Influenza can cause severe illness and life-threatening complications in many people, especially those with other health conditions such as diabetes.

Because diabetes can make the immune system less able to fight infection, people with diabetes are at increased risk for developing serious flu complications such as pneumonia, bronchitis, sinus infections and ear infections.

The Centers for Disease Control and Prevention (CDC) recommends that people with either Type 1 or Type 2 diabetes, who are 6 months and older, get a flu vaccine.

According to the CDC, flu shots are approved for use in people with diabetes and the flu shot has a long established safety record in people with diabetes.

There is a precaution against giving the nasal spray flu vaccine to people with diabetes because its safety in people with diabetes and some other high risk conditions hasn't been established.

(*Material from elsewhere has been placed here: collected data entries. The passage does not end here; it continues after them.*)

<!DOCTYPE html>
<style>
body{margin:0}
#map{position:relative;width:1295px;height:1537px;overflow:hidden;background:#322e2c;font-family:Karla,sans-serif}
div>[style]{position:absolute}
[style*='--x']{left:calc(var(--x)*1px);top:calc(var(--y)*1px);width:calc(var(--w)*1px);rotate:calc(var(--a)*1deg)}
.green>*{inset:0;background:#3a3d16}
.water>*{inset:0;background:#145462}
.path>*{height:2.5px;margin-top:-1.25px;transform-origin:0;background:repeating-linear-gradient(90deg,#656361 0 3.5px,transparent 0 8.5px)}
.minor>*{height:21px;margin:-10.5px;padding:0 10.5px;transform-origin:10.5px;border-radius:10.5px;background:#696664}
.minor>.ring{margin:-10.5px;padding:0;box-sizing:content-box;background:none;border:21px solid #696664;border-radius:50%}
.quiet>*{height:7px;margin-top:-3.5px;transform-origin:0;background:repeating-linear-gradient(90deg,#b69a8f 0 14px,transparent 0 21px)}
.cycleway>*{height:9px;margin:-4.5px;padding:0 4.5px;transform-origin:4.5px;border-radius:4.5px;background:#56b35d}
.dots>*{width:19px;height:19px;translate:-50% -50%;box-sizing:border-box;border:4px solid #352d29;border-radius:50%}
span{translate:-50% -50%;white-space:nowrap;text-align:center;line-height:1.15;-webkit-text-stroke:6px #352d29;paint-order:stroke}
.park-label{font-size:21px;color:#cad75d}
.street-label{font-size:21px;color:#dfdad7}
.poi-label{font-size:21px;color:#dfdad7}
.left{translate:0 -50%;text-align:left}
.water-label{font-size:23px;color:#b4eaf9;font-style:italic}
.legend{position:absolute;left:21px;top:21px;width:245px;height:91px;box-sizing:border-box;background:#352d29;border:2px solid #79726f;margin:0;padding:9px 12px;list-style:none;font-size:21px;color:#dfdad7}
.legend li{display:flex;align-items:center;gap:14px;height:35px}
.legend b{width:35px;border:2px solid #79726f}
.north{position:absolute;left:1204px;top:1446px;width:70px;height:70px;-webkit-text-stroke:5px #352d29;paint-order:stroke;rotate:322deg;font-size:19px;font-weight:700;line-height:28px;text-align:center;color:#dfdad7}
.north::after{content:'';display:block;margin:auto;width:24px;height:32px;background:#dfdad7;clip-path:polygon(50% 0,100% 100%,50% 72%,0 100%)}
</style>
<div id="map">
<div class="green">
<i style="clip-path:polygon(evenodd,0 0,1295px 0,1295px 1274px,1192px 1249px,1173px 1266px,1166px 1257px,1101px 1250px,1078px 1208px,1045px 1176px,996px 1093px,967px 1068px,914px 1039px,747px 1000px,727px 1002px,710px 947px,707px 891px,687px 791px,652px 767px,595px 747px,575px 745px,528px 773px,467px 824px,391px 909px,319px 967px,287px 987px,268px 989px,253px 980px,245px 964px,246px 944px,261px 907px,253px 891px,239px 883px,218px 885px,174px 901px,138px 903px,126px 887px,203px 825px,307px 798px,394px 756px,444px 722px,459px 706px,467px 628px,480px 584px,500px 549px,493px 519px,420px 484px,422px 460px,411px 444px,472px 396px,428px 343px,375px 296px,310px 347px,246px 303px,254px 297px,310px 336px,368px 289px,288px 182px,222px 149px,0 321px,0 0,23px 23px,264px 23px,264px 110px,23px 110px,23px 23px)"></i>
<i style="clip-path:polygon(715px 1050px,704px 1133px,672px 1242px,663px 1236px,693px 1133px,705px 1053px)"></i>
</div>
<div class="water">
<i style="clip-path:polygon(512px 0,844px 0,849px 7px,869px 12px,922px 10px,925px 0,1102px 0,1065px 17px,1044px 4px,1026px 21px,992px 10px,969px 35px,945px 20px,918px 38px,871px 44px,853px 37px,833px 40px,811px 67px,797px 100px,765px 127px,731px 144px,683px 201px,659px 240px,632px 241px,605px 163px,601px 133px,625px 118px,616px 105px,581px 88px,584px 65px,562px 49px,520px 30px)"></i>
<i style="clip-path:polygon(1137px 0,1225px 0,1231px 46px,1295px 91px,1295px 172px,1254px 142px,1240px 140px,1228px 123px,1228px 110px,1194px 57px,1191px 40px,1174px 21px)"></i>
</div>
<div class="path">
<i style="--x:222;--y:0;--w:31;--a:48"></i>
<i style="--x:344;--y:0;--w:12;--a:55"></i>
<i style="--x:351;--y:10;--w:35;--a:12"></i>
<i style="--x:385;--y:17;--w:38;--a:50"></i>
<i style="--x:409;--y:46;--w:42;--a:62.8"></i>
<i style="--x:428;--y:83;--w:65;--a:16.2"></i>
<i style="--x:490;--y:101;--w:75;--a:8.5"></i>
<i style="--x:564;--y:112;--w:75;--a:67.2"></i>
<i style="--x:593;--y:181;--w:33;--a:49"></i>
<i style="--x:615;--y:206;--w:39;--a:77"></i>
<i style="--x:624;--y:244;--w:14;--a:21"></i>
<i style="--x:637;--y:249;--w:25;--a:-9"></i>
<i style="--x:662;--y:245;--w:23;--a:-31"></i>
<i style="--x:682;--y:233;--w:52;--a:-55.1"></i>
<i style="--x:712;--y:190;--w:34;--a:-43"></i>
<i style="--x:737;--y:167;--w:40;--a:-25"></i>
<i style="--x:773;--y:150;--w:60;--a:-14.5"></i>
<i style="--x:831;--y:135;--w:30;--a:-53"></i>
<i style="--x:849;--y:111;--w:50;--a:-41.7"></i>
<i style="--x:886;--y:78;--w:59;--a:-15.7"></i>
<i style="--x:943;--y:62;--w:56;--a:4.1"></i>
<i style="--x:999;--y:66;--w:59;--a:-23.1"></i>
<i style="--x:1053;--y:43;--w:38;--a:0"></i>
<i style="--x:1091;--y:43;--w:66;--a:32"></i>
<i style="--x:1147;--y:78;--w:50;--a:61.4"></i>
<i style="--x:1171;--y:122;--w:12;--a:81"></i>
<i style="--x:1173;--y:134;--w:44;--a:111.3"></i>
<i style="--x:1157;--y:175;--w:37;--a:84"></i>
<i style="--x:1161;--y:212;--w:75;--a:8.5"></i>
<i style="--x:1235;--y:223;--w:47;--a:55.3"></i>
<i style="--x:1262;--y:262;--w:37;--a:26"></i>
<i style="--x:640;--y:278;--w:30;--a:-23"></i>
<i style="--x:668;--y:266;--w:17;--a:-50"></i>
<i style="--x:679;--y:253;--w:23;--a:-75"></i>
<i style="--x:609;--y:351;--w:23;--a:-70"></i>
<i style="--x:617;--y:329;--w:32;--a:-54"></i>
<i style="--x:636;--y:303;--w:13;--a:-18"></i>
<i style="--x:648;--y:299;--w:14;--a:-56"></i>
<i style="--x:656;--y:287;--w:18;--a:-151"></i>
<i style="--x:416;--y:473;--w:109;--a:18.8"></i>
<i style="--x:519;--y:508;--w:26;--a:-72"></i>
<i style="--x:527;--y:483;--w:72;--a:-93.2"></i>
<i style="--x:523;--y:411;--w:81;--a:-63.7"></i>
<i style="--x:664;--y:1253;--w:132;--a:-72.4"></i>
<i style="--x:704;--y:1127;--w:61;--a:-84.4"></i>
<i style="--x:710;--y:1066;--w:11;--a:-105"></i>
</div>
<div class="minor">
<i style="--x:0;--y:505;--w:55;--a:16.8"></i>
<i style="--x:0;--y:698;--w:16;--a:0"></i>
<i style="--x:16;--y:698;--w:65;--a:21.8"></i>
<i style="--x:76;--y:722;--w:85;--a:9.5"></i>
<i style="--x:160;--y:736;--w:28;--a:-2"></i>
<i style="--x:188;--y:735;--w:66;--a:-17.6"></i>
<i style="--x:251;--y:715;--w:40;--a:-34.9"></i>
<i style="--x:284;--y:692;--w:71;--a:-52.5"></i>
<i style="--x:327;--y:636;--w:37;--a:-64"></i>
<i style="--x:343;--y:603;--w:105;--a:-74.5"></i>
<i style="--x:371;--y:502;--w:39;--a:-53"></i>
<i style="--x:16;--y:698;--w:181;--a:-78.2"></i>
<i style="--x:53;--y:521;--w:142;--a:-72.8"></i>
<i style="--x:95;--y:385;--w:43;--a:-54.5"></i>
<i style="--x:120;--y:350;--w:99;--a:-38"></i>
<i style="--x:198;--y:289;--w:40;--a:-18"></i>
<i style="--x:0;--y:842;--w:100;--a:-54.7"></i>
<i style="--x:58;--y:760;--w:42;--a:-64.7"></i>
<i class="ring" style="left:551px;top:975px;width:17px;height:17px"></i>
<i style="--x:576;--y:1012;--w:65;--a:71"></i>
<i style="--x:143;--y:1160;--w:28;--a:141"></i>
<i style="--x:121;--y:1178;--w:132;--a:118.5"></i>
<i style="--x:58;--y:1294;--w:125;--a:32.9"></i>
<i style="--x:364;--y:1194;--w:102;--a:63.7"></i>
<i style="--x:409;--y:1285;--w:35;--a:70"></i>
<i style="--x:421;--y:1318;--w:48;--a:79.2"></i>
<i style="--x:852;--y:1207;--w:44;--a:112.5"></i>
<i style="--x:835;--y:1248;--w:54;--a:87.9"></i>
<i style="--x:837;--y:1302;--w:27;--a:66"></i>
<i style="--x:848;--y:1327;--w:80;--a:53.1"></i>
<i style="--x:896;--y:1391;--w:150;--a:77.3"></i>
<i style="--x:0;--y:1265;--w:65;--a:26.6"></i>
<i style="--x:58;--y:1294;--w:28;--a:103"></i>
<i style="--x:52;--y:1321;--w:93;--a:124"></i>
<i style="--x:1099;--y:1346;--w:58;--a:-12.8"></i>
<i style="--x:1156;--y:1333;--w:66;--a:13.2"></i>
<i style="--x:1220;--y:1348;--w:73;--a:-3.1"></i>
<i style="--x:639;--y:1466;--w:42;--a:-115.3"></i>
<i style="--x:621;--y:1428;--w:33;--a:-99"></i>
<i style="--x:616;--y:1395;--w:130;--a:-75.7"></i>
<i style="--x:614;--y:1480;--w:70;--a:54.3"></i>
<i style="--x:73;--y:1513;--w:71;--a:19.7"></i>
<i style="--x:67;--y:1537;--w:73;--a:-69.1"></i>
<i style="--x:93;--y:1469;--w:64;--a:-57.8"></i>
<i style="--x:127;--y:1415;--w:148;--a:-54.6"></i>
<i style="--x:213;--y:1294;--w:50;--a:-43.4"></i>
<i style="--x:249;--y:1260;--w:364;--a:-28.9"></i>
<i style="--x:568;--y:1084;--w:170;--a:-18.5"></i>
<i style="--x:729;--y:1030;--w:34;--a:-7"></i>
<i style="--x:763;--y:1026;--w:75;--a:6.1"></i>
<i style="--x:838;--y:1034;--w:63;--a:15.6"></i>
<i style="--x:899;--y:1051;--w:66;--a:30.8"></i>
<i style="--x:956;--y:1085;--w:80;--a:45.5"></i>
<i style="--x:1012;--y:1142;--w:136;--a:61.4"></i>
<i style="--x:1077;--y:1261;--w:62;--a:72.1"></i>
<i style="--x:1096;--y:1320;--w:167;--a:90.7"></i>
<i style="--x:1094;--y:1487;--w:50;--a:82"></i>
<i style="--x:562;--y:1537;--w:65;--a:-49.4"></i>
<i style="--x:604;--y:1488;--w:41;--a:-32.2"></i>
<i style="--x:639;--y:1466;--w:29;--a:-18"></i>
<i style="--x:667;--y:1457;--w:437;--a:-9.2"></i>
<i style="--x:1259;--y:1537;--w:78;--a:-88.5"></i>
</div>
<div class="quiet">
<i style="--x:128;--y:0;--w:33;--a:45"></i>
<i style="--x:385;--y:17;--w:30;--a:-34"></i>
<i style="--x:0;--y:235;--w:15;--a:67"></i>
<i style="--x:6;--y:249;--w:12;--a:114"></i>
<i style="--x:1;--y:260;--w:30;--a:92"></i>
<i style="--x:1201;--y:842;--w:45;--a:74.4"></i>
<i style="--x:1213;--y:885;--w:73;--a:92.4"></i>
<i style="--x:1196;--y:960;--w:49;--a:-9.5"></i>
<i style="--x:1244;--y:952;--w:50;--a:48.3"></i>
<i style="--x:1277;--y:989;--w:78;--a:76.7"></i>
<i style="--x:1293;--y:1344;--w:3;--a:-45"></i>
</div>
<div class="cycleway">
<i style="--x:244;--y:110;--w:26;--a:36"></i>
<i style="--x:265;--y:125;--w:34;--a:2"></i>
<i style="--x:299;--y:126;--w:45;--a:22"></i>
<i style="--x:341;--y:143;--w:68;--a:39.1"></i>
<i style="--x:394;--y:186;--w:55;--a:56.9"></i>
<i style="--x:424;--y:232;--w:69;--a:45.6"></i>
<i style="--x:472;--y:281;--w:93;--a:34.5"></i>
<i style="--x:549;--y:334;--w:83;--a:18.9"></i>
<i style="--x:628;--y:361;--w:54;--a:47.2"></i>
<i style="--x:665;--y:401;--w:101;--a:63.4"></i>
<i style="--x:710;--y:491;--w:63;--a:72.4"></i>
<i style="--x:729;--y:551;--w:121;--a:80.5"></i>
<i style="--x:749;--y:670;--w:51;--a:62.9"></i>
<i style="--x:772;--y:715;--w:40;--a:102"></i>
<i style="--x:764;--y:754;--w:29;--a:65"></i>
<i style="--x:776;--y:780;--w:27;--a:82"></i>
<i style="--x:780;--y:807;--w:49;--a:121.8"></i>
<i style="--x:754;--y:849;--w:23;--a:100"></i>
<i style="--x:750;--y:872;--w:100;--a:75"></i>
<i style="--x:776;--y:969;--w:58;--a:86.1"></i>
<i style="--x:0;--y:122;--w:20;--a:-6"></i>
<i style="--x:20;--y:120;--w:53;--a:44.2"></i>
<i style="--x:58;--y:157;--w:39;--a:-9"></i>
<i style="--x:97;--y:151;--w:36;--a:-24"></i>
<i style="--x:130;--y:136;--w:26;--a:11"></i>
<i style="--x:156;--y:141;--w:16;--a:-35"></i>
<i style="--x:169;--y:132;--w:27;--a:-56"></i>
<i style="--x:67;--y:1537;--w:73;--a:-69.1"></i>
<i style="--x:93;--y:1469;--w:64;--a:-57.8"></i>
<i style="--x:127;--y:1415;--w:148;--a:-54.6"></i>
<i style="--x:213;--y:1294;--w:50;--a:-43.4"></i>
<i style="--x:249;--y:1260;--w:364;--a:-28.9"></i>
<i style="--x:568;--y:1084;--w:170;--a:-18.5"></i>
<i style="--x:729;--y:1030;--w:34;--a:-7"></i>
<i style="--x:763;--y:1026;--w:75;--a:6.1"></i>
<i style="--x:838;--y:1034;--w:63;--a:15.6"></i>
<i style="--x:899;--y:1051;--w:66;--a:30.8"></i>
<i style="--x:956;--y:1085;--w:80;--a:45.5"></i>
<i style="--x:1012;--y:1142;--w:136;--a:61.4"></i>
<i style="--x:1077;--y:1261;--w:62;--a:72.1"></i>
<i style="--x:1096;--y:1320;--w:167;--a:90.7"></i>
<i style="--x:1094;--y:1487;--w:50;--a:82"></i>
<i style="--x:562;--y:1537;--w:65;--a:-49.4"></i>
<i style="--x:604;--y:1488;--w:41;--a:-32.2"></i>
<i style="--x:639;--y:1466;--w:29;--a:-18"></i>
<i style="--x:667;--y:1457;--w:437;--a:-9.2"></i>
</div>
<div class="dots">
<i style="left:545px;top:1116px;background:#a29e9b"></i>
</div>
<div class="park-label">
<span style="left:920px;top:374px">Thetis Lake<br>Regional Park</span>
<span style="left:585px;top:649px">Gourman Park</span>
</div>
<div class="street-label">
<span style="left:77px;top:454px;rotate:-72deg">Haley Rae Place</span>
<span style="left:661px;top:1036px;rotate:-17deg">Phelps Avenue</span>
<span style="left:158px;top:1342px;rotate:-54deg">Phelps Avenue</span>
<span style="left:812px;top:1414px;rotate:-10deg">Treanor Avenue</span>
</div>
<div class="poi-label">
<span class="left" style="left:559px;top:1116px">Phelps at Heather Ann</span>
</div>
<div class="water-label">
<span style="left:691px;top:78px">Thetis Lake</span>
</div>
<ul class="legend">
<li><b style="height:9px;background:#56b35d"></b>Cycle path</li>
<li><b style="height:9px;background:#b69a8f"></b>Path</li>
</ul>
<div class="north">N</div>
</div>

To help prevent the spread of flu:

  • Avoid close contact with sick people.
  • If you are sick with flu–like illness, stay home for at least 24 hours after your fever is gone except to get medical care or for other necessities and limit contact with others as much as possible to keep from infecting them.
  • Cover your nose and mouth with a tissue when you cough or sneeze. Throw the tissue in the trash after you use it.
  • Wash your hands often with soap and water. If soap and water aren't available, use an alcohol-based hand rub.
  • Avoid touching your eyes, nose and mouth. Germs spread this way.

If you get sick, antiviral drugs can make your illness milder and make you feel better faster.

Studies show that flu antiviral drugs work best when started within 2 days of getting sick, so contact your health care provider promptly if you have diabetes and flu-like symptoms.